→ What is expected
Within the records below, find each line that holds the string "symbols", then copy it.

→ Given records
Content starts

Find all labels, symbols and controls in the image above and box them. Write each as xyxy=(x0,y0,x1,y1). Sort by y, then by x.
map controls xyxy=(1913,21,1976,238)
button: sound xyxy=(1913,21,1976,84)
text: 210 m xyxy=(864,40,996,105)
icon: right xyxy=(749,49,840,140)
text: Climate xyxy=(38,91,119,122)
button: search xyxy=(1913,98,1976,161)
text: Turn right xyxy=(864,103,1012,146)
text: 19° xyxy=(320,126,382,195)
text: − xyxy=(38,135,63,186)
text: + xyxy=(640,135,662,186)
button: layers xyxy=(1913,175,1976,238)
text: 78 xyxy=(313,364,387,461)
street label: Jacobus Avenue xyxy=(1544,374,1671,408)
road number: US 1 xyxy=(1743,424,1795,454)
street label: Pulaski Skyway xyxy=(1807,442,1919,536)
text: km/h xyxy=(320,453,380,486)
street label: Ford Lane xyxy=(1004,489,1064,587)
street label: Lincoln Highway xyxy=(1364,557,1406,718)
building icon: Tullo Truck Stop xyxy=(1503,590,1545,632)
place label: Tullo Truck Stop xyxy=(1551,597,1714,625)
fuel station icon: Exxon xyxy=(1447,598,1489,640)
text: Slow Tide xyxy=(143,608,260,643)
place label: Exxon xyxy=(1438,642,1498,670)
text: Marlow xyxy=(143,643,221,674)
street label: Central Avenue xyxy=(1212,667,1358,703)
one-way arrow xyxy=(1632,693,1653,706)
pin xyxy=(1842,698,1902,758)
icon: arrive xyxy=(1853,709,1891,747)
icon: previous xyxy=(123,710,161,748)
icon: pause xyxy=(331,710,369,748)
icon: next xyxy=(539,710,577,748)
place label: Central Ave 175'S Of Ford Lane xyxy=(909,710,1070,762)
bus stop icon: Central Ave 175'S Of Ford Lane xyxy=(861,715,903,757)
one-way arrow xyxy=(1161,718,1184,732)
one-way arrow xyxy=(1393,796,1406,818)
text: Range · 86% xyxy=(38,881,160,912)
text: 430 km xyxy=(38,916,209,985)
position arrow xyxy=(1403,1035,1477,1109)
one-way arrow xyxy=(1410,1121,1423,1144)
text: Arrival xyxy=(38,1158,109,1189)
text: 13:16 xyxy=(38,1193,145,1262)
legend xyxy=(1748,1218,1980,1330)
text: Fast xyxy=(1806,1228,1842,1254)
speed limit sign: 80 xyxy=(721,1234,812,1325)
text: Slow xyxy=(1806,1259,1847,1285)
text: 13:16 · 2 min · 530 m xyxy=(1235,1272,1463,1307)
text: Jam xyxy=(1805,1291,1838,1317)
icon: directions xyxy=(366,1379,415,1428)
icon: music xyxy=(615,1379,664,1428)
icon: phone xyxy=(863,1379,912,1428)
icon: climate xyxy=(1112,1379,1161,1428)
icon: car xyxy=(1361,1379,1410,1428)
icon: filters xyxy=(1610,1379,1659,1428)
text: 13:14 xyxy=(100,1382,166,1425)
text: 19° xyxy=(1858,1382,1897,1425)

Content ends
Content starts

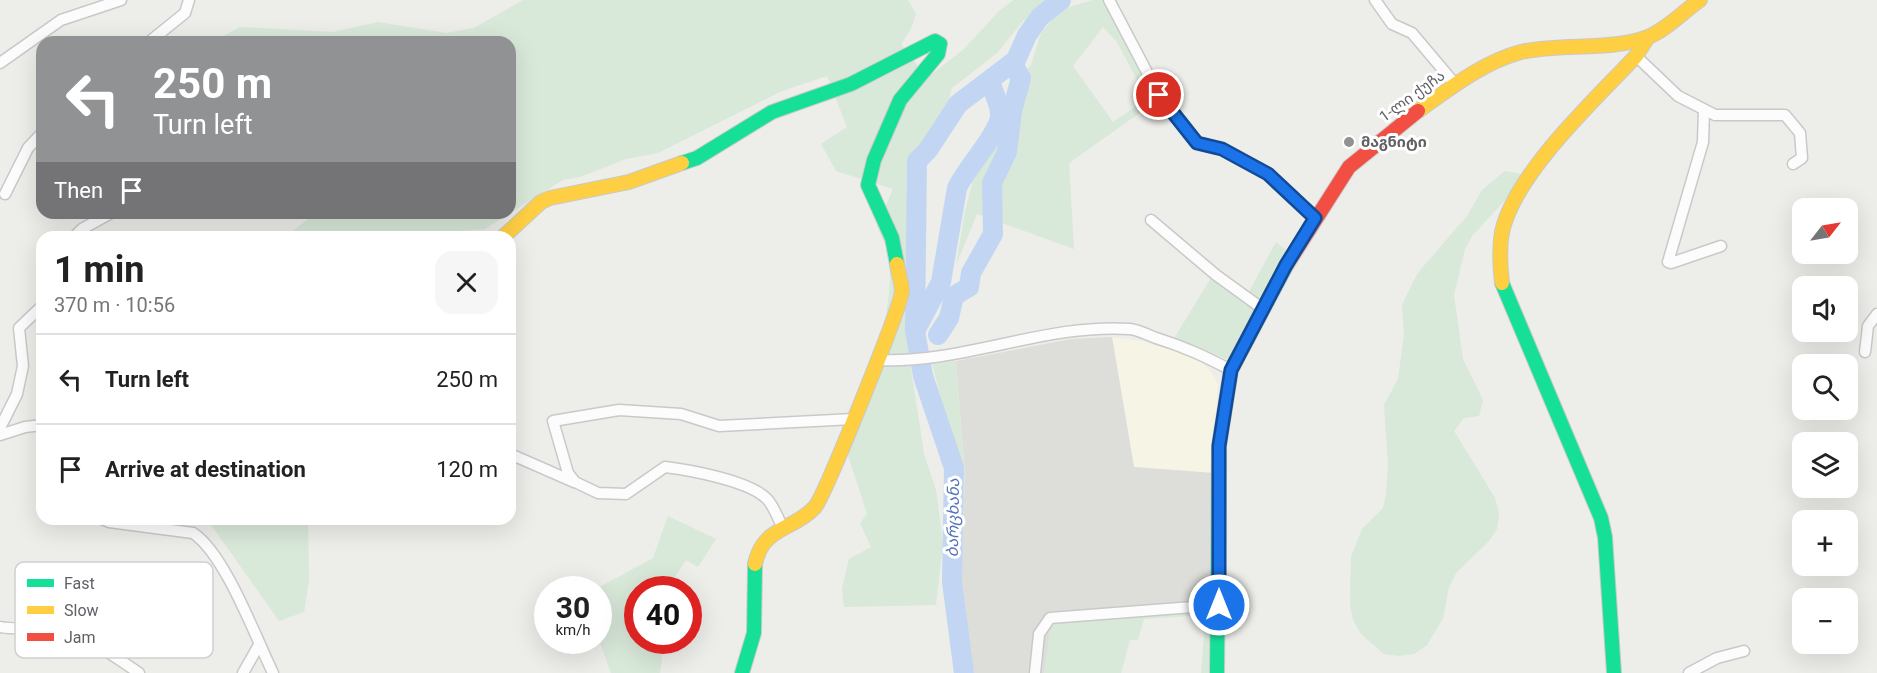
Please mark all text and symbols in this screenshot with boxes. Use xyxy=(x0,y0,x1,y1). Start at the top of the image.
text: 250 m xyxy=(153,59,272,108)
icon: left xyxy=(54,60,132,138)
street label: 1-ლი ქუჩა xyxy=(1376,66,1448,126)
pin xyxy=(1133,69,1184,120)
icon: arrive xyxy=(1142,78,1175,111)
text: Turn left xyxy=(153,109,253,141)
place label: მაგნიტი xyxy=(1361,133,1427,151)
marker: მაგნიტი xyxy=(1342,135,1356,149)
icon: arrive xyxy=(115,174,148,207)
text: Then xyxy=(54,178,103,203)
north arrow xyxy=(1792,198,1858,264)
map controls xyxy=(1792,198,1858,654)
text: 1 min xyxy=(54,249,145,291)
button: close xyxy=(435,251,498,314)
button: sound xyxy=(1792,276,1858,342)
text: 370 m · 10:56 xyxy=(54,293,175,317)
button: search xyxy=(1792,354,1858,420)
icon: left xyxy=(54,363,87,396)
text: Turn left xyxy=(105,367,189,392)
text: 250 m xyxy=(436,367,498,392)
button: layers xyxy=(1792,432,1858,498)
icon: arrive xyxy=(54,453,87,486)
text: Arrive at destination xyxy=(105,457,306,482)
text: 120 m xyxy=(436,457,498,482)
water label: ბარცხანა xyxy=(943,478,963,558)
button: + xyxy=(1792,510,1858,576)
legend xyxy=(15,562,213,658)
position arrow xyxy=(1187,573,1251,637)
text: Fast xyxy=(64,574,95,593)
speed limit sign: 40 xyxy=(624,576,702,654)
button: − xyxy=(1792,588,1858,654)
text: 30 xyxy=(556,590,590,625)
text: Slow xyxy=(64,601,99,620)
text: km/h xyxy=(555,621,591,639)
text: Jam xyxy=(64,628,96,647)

Content ends

→ Solution for this task
Find all labels, symbols and controls in the image above and box them. Write each as xyxy=(x0,y0,x1,y1). Sort by y, then by x.
Please mark all text and symbols in this screenshot with boxes. Use xyxy=(x0,y0,x1,y1). Start at the top of the image.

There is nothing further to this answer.